OceanBase Unveils seekdb: Open Source AI-Native Hybrid Search Database for Multi-Modal RAG and AI Agents

AI applications rarely work with a single, clean dataset. Instead, they juggle user profiles, chat logs, JSON metadata, embeddings, and even spatial data—leading most teams to patch together an OLTP database, vector store, and search engine. OceanBase’s new open-source release, seekdb (under the Apache 2.0 license), aims to solve this fragmentation.

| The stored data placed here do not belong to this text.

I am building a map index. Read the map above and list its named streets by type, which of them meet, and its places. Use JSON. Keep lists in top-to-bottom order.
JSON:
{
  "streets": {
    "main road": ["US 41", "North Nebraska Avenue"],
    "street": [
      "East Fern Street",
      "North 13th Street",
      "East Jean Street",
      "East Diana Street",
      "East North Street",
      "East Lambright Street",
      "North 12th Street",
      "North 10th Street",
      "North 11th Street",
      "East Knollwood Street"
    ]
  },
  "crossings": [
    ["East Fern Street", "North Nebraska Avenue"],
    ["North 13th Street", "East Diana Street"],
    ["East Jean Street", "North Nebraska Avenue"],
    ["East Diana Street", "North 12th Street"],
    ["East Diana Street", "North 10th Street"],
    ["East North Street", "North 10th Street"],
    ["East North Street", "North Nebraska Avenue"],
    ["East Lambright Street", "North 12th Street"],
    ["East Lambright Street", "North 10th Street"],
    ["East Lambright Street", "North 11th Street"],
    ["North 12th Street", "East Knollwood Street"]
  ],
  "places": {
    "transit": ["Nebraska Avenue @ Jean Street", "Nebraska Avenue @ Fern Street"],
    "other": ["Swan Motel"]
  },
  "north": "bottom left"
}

It’s an AI-native hybrid search database that unifies relational data, vectors, text, JSON, and GIS in one engine, with built-in hybrid search and in-database AI workflows.

What is seekdb?

seekdb is the lightweight, embedded variant of the OceanBase engine—designed explicitly for AI applications rather than general-purpose distributed deployments.

Positioning & Deployment Modes

Embedded database: supported
Standalone database: supported
Distributed database: not supported (full OceanBase covers distributed use cases)

It’s MySQL-compatible (works with MySQL drivers and SQL syntax) and runs in embedded, client-server, or standalone modes.

Supported Data Models

All data types are unified in a single storage and indexing layer:

Relational data (with standard SQL)
Vector search
Full-text search
JSON data
Spatial GIS data

Hybrid Search: Core Feature

The flagship capability of seekdb is hybrid search—combining vector-based semantic retrieval, full-text keyword matching, and scalar filters in a single query and ranking step.

Implementation Details

seekdb uses the DBMS_HYBRID_SEARCH system package with two key entry points:

DBMS_HYBRID_SEARCH.SEARCH: Returns JSON results sorted by relevance.
DBMS_HYBRID_SEARCH.GET_SQL: Returns the raw SQL string used for execution.

Supported Workflows

Pure vector search
Pure full-text search
Combined hybrid search

It also supports:

Pushing relational filters/joins down to storage.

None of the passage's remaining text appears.